1994–95 Irish Cup

Tournament details
- Country: Northern Ireland
- Teams: 93

Final positions
- Champions: Linfield (35th win)
- Runners-up: Carrick Rangers

Tournament statistics
- Matches played: 110
- Goals scored: 395 (3.59 per match)

= 1994–95 Irish Cup =

The 1994–95 Irish Cup was the 115th edition of the Irish Cup, Northern Ireland's premier football knock-out cup competition. It concluded on 6 May 1995 with the final.

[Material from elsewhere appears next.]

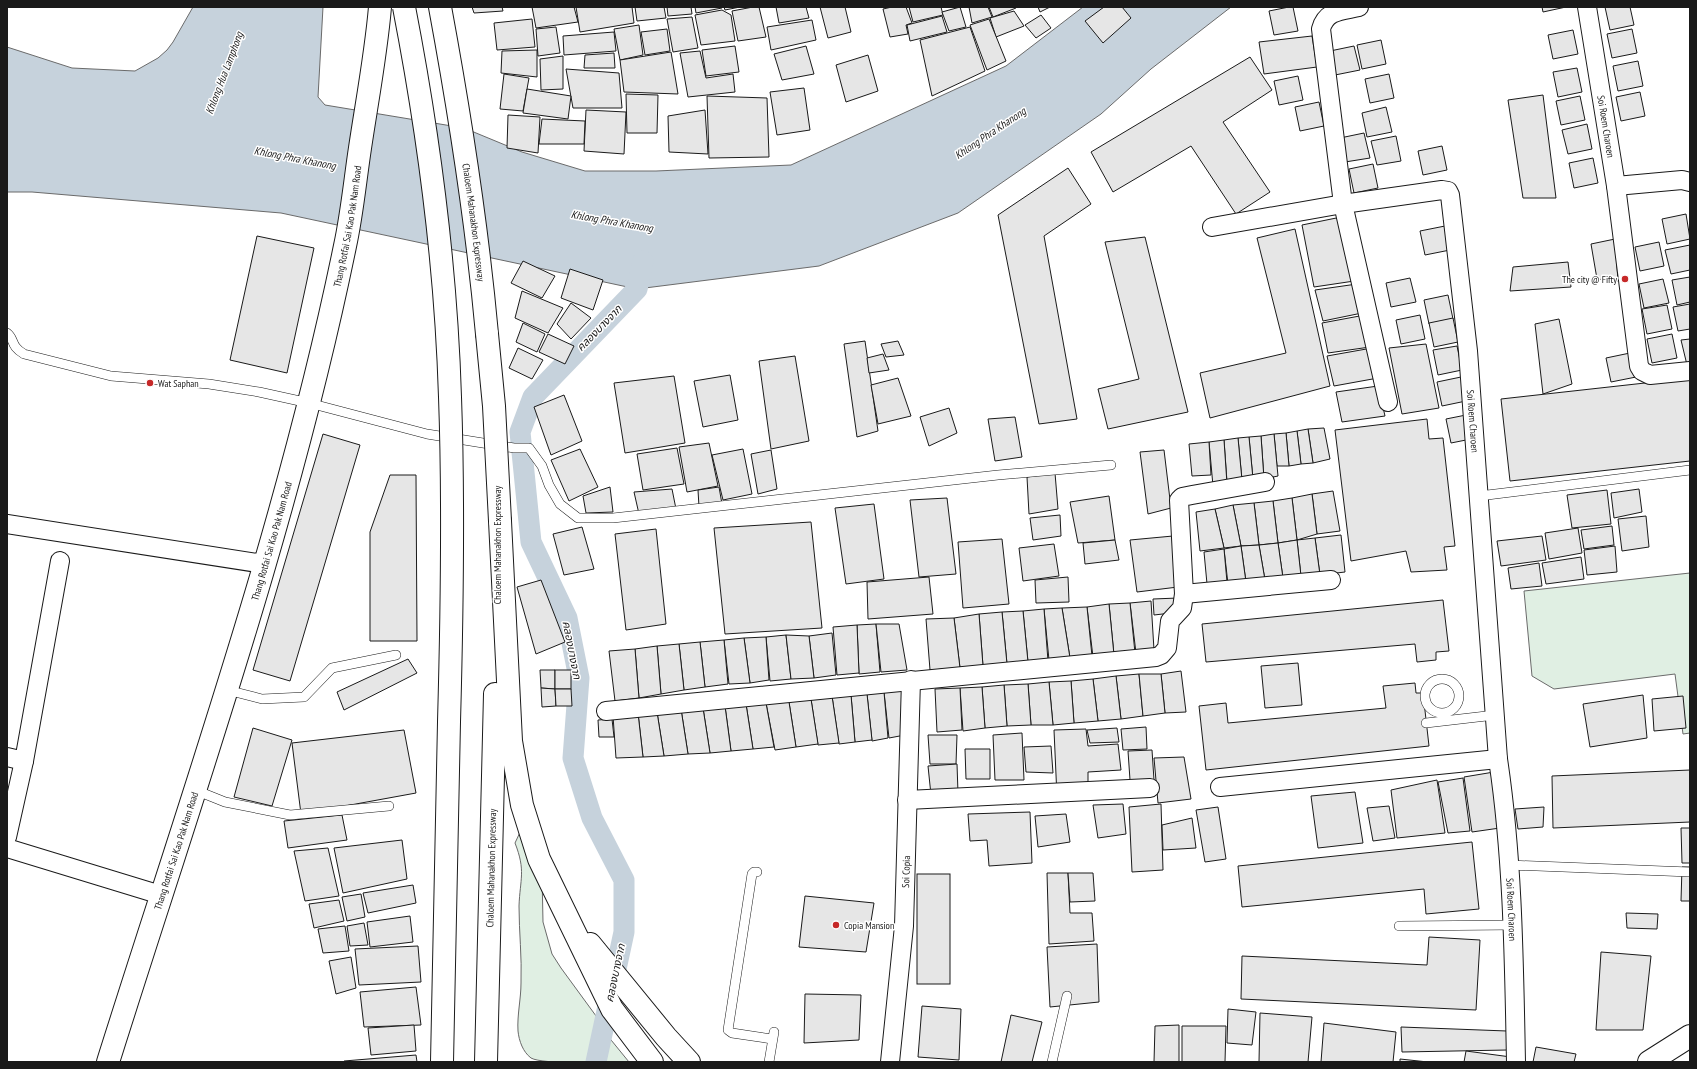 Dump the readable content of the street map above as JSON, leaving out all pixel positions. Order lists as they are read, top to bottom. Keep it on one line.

Linfield were the defending champions after winning their 34th Irish Cup last season, with a 2–0 win over Bangor in the 1994 final. They retained the trophy with a 3–1 win over Carrick Rangers in the final this season, to win it for the 35th time.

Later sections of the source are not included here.